### ASSIGNED TASK
State, as a number alone, how many lines of the data contain the string "list".

--------------------

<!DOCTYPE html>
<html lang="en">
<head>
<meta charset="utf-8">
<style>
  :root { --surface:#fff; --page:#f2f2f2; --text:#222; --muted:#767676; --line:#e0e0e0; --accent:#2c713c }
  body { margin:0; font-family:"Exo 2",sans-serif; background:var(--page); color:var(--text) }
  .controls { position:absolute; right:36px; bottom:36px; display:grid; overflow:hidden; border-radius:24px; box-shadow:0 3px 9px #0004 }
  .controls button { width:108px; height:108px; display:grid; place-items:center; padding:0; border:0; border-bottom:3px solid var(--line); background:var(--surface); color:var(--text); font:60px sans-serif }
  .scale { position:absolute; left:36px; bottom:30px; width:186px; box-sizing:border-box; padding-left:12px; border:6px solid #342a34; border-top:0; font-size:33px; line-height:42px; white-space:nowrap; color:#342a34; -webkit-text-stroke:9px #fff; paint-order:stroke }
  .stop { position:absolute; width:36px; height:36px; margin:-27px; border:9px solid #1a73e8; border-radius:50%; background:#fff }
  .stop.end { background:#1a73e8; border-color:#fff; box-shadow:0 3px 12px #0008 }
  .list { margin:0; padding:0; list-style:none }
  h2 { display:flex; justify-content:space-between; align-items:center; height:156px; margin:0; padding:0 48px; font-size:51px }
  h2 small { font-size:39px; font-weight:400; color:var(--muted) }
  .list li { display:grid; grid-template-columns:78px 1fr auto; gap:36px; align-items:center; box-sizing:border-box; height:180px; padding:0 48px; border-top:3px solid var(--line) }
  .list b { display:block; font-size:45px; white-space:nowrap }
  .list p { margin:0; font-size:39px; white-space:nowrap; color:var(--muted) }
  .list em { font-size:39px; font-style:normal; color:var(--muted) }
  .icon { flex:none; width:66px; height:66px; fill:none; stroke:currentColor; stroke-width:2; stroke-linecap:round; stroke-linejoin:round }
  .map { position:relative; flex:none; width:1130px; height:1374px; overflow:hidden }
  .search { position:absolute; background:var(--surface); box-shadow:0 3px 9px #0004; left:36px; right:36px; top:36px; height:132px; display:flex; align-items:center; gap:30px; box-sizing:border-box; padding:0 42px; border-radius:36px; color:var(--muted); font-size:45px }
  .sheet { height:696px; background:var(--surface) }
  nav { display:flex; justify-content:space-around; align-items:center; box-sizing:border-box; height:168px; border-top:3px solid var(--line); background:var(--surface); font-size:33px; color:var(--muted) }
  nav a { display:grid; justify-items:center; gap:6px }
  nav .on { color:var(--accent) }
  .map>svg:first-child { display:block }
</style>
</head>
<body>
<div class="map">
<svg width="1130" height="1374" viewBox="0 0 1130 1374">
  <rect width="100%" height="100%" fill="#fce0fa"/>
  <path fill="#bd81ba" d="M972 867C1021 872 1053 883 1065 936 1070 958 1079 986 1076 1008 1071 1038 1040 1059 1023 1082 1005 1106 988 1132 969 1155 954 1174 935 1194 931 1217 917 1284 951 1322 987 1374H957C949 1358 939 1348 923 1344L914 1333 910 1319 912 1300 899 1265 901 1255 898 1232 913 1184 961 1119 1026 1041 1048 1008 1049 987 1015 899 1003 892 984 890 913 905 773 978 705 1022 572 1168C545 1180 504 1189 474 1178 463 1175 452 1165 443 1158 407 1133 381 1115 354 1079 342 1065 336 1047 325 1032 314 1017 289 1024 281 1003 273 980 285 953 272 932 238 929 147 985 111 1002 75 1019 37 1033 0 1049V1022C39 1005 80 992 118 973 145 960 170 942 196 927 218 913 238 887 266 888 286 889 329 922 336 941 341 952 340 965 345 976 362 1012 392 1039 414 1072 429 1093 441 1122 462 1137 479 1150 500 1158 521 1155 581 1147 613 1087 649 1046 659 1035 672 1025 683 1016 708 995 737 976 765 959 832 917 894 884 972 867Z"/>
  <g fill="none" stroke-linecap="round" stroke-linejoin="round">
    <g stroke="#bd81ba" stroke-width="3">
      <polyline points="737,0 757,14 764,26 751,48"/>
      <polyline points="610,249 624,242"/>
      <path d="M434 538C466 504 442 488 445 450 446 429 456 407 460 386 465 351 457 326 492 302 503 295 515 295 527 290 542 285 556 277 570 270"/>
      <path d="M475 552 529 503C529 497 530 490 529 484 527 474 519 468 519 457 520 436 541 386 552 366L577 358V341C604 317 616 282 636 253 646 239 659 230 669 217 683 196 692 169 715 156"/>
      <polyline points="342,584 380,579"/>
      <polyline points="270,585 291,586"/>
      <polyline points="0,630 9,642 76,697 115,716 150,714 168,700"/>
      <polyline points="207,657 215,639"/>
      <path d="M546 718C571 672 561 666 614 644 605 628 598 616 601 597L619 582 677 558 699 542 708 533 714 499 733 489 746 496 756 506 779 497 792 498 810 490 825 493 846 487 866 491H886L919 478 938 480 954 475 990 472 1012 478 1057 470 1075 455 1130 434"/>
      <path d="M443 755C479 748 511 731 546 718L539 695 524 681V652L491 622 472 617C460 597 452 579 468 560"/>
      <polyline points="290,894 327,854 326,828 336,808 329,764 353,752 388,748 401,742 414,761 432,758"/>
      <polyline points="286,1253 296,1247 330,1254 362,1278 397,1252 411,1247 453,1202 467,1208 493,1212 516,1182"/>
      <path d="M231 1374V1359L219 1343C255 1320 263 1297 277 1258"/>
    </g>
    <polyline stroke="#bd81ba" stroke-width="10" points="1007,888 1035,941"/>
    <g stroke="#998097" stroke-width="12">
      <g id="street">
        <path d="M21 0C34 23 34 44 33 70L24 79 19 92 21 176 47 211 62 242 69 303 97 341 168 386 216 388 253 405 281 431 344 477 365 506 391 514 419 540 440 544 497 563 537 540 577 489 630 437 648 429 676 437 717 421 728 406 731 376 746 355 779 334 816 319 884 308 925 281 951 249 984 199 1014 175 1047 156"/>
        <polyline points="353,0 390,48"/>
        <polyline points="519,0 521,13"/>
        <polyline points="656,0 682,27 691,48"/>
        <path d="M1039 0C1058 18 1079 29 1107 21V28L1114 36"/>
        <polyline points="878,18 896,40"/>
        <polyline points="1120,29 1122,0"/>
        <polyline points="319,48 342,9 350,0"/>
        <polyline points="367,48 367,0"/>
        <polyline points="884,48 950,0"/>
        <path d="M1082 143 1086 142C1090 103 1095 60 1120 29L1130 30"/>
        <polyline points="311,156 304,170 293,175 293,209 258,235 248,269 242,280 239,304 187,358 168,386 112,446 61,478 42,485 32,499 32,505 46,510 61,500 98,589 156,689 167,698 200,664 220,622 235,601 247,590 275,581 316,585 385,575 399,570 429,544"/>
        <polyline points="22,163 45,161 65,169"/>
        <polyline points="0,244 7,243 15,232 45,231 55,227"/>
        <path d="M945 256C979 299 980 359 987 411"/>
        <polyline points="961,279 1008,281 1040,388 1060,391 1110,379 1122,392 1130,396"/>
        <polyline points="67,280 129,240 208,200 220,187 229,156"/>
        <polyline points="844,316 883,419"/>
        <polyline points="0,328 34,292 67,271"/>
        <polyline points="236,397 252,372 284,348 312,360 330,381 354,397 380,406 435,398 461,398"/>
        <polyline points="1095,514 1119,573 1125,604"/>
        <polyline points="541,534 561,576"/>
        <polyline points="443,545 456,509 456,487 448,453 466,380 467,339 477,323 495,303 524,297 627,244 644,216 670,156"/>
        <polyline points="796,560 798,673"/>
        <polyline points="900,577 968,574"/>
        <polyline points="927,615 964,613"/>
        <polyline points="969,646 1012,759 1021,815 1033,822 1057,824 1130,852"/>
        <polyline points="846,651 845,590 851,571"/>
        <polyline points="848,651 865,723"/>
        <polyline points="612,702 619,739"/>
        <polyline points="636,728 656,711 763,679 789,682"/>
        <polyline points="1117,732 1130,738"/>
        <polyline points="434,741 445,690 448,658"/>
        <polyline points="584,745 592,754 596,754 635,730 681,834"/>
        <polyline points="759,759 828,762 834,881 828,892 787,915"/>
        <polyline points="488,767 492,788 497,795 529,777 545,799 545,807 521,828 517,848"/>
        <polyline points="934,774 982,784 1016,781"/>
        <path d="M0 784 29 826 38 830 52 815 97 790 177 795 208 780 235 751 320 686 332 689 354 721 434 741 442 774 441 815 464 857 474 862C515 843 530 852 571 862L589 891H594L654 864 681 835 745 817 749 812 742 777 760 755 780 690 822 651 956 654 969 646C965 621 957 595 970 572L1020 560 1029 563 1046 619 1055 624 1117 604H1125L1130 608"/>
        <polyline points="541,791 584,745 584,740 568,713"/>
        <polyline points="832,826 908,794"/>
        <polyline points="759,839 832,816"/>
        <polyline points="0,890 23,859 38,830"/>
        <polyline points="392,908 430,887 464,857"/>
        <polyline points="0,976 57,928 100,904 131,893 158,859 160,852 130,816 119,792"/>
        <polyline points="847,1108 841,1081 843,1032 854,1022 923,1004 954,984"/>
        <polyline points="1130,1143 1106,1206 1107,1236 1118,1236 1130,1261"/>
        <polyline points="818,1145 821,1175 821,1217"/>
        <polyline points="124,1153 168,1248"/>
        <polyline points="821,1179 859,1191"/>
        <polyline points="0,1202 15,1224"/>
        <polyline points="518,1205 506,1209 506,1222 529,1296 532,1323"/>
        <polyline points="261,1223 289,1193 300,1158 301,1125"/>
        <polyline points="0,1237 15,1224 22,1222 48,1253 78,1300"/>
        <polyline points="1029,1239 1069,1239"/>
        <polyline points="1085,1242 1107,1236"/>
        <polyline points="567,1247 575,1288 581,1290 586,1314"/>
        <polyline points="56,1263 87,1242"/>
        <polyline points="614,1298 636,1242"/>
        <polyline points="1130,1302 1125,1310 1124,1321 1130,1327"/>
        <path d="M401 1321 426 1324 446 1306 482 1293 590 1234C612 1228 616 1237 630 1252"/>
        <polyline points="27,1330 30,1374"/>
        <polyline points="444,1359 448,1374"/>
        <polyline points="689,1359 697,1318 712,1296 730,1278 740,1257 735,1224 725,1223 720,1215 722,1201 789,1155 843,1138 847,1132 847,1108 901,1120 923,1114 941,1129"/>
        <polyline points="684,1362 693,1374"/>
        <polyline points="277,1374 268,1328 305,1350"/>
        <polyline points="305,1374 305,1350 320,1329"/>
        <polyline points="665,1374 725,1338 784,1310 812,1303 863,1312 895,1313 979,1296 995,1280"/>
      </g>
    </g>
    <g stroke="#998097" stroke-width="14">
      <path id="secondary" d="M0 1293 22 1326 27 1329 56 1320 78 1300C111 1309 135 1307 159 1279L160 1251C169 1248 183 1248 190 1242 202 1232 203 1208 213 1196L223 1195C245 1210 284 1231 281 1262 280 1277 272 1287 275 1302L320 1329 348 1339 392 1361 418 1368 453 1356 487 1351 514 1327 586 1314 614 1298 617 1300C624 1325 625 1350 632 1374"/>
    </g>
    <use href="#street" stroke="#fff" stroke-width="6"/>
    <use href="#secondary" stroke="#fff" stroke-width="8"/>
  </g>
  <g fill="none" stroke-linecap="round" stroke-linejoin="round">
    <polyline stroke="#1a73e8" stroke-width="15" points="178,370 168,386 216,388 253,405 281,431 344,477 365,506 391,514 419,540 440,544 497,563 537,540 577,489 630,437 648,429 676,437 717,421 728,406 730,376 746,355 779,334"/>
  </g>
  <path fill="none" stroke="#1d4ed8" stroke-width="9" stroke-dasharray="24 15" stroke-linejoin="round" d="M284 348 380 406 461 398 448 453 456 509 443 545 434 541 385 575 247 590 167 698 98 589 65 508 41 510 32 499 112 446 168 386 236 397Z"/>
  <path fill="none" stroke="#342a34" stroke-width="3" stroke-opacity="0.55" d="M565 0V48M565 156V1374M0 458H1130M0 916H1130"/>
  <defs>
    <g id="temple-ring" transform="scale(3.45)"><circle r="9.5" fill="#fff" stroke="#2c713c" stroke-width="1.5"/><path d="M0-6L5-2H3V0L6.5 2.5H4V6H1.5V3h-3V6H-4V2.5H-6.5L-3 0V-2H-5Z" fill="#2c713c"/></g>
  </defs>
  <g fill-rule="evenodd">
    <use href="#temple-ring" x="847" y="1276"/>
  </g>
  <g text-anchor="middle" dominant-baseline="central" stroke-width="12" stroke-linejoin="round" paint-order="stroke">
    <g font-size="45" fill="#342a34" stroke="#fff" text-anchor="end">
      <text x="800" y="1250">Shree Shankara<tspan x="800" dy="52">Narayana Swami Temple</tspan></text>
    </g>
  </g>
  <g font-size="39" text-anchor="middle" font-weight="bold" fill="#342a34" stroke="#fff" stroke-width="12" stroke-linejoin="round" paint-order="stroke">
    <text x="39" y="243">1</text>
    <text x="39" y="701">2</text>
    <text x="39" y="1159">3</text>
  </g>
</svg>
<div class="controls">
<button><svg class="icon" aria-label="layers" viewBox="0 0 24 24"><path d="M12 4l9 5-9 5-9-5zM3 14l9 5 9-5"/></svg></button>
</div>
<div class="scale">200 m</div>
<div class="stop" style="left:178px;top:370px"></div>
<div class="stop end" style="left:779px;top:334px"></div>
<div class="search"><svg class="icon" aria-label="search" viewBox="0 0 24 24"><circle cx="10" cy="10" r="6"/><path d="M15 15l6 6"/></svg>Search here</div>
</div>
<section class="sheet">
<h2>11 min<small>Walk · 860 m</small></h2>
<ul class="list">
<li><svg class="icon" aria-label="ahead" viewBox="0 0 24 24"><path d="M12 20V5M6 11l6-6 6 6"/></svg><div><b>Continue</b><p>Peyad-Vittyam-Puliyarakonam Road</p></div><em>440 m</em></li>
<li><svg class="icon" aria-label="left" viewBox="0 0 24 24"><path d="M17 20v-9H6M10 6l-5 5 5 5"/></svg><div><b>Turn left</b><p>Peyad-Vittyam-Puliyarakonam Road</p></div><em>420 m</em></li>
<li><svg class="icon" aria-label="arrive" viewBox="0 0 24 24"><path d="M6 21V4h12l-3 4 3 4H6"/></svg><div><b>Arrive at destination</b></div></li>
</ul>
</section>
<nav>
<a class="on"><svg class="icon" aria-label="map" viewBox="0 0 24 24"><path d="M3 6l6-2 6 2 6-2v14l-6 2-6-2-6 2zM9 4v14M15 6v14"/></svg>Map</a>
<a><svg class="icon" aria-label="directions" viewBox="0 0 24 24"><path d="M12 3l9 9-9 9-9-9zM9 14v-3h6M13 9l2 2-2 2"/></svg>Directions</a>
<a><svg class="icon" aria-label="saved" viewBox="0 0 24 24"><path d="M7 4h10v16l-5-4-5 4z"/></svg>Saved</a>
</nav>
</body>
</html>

--------------------

### TASK OUTPUT
6